Look, we can do approximate probabilistic inference with a complicated neural network! Here we will use a 2-million parameter neural net to generate a an approximate likelihood for inference in a model.



## Set up

In [None]:
import numpy as np
from math import sqrt, ceil, floor

import matplotlib.pyplot as plt
%load_ext autoreload
%autoreload 2


import torch
import torch.nn as nn
from torch.optim import AdamW
from torch.functional import F 

from src.graphs import fno_graph
from src.plots import img_plot, multi_img_plot_batch, multi_img_plot_time, multi_heatmap


# device = torch.device('cuda')  # I can't make MCMC work on the GPU 😢
device = torch.device('cpu')


## The data

We have a dataset of snapshots from a [Navier-Stokes](https://en.wikipedia.org/wiki/Navier%E2%80%93Stokes_equations) simulator.

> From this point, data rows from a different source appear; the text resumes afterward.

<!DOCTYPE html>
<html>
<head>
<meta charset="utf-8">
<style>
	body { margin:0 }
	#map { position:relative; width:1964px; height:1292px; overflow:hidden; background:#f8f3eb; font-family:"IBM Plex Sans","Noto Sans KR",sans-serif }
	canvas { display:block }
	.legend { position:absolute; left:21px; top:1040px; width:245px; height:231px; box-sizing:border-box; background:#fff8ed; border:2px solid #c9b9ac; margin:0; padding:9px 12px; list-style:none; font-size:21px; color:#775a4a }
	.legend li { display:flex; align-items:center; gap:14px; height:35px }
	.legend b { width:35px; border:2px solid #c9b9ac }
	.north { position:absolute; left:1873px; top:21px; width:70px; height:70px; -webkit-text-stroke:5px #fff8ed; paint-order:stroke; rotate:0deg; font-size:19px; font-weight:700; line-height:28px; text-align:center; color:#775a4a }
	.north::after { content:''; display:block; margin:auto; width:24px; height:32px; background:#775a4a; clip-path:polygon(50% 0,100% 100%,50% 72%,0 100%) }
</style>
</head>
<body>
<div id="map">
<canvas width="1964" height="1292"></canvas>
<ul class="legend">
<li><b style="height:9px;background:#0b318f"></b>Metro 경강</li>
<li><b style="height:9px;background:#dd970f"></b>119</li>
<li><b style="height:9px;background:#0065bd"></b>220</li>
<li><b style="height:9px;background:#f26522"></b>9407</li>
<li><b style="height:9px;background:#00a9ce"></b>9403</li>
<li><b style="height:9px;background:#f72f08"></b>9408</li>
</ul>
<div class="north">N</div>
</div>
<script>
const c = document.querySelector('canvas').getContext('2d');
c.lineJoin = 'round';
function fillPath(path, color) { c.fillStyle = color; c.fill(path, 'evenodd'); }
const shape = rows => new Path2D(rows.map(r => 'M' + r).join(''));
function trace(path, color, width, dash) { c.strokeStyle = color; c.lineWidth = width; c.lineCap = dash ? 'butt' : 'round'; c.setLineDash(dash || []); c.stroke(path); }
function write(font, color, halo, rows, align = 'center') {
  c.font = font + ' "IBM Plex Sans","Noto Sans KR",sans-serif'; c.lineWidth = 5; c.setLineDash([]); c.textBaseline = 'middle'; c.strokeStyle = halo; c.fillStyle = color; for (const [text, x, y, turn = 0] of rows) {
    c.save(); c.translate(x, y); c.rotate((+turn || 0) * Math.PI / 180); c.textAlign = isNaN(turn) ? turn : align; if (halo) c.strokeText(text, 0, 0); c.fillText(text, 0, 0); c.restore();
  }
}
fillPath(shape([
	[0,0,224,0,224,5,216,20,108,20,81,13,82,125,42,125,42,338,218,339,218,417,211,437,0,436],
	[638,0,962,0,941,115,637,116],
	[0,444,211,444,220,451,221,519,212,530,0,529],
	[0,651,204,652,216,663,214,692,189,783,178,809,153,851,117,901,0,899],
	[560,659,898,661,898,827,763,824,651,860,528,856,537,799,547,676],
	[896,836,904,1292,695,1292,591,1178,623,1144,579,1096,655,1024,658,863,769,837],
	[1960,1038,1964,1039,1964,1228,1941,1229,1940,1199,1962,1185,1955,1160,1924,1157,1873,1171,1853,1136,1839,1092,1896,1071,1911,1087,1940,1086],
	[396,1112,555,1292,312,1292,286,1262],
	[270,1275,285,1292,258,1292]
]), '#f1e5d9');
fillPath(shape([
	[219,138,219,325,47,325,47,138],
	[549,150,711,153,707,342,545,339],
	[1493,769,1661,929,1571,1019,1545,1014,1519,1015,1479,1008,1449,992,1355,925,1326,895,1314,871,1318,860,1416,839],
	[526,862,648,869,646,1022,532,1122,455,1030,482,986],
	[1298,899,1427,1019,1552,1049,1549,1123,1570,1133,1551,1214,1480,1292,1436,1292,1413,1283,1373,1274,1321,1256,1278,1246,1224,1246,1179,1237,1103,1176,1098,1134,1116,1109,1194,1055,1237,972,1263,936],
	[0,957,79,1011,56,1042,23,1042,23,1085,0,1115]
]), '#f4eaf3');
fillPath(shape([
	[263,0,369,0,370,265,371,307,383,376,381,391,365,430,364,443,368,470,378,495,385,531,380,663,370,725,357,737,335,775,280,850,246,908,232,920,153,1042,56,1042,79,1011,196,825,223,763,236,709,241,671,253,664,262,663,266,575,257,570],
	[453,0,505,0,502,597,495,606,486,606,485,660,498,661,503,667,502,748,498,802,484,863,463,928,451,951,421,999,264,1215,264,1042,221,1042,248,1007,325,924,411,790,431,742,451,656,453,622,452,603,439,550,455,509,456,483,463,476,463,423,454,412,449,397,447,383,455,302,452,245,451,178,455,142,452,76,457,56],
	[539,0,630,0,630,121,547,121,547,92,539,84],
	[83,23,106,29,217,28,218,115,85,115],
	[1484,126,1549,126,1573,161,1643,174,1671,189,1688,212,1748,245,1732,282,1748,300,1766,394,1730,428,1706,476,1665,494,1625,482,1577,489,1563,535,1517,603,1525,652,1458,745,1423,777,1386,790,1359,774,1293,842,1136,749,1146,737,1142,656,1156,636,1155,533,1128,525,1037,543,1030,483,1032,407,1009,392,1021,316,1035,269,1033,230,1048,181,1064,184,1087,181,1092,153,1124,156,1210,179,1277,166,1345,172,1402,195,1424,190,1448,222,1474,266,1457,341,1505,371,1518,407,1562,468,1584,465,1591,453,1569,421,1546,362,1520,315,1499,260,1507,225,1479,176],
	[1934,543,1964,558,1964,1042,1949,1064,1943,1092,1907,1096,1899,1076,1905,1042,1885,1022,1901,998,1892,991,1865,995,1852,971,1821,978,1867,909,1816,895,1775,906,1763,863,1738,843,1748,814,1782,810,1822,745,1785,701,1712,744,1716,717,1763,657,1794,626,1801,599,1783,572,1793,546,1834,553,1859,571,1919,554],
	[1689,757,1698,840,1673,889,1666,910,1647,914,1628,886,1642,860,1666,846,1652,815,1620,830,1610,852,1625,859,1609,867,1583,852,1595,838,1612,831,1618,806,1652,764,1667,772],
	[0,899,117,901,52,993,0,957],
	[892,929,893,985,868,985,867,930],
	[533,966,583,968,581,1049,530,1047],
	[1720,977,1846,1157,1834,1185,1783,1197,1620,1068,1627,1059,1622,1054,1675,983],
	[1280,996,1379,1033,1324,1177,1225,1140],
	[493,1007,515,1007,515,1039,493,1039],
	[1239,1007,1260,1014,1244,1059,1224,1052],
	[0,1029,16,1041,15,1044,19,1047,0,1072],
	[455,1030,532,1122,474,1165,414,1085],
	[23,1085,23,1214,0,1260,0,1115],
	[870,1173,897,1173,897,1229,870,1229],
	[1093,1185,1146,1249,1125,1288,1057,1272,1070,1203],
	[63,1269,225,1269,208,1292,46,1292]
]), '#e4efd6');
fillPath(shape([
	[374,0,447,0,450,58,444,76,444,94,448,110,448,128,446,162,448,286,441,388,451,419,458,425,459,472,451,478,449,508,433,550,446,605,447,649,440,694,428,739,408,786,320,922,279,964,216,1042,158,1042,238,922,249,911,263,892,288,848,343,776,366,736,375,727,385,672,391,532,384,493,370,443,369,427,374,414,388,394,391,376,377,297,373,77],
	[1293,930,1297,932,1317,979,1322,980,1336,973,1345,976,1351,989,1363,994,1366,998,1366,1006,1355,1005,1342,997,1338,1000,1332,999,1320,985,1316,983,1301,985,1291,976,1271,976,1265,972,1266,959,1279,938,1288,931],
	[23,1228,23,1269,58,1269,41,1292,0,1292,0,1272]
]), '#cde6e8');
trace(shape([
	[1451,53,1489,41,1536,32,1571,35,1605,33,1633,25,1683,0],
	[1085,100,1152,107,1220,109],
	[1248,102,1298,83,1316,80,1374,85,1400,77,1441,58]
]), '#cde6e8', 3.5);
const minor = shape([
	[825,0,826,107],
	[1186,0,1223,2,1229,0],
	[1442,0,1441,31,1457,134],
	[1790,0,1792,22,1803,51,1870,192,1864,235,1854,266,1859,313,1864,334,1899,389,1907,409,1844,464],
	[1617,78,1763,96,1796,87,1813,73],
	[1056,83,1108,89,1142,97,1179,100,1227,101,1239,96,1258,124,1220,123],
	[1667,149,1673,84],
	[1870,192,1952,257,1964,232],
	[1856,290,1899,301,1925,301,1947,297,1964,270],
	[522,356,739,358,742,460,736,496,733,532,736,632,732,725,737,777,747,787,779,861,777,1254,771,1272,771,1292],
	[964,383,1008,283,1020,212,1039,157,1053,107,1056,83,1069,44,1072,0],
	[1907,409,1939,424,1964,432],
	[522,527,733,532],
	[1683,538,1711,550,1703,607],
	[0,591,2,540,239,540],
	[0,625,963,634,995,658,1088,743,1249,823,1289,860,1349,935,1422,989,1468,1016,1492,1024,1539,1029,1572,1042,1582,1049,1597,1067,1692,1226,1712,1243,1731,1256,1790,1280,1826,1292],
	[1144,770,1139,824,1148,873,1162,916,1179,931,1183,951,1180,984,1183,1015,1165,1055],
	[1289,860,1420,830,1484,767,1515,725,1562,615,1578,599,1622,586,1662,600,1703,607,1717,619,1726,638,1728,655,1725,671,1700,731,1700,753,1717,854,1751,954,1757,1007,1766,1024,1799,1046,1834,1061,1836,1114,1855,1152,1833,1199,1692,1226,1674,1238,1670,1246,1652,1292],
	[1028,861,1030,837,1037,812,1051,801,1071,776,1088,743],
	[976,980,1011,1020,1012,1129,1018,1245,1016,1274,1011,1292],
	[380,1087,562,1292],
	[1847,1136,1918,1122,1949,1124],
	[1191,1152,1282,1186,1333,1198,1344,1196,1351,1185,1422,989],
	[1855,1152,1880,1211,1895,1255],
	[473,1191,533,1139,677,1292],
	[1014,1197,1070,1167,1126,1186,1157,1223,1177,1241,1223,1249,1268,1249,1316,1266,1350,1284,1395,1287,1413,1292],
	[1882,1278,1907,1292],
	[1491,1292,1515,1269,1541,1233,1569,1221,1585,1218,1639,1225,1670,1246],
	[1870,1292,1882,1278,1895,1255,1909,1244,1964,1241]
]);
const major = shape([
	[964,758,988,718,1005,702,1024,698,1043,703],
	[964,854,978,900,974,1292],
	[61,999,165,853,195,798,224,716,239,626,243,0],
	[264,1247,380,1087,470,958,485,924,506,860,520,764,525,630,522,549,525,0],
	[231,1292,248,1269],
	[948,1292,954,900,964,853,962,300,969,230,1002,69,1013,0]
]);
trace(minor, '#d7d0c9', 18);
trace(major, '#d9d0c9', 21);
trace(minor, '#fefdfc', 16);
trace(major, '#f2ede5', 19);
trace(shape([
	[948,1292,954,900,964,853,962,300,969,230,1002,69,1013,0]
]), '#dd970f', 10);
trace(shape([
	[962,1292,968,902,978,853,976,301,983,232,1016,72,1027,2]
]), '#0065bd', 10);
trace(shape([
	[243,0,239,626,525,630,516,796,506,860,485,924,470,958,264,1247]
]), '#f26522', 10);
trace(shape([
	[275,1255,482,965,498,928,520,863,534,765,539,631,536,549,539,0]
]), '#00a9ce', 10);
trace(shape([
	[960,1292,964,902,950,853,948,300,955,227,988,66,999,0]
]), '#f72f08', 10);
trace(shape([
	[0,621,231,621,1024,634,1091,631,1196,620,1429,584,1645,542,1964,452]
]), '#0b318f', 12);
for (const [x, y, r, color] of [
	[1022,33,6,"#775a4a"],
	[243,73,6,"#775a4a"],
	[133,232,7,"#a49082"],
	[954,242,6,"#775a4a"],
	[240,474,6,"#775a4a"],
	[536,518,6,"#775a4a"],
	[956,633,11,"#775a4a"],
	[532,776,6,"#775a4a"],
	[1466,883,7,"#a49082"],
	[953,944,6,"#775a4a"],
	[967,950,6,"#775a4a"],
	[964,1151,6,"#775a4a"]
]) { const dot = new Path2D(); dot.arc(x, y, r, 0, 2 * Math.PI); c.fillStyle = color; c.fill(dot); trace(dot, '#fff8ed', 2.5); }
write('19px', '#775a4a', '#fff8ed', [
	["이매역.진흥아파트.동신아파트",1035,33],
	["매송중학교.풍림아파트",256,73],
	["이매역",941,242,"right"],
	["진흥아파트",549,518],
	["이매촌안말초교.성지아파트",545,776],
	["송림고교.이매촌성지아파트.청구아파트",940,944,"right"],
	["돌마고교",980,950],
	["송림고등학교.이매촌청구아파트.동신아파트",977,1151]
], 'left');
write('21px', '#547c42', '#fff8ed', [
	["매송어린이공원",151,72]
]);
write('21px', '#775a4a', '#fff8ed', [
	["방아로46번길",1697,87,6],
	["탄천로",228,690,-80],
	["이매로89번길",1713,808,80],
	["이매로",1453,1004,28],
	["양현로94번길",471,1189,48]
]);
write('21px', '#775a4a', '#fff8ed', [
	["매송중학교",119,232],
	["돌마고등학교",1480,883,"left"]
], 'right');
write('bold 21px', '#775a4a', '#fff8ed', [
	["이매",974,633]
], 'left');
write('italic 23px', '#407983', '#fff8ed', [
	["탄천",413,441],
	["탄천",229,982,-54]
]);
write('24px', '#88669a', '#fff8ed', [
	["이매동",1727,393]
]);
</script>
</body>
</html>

This dataset is packed as as $(b, x, y, t)$ i.e. batch first, coordinates in the middle, time last. 

In [None]:
data = np.load('./data/grf_forcing_single.npz')

def get_obs(data, t=0, n_steps=2, y=False):
    """
    helper function to parse the data into cunks with teh correct size and names for the model
    """
    x = data['u'][..., t:t+n_steps]
    latent = data['f'][...]
    obs= {
        'x': x,
        'latent': latent
    }
    if y:
        obs['y'] = data['u'][..., t+n_steps]

    return obs

def dict_as_tensor(d, device=device):
    """
    Send a dict of arrays to pytorch tensors.
    it was faster to write this function than to search the docs for it
    """
    return {k: torch.as_tensor(v).to(device) for k, v in d.items()}

## Visualise the data

First we look at the snapshots of the simulation. First the vorticity field $x(t)$:

In [None]:
multi_img_plot_time(get_obs(data, 0, -1)['x'], n_cols=4, interval=5);

Next we look at the _latent forcing_, which is a time-invariant field that perturbs the dynamics of $x$

In [None]:
img_plot(get_obs(data, 0, -1)['latent']);

## Process predictor model

Running a PDE simulator is expensive, so have trained a neural network which can hopefully reproduce these observations, by giving it a data set of 1000 simulations made up of many snapshots. The details of the network are on [Zongyi Li’s blog](https://zongyi-li.github.io/blog/2020/fourier-pde/).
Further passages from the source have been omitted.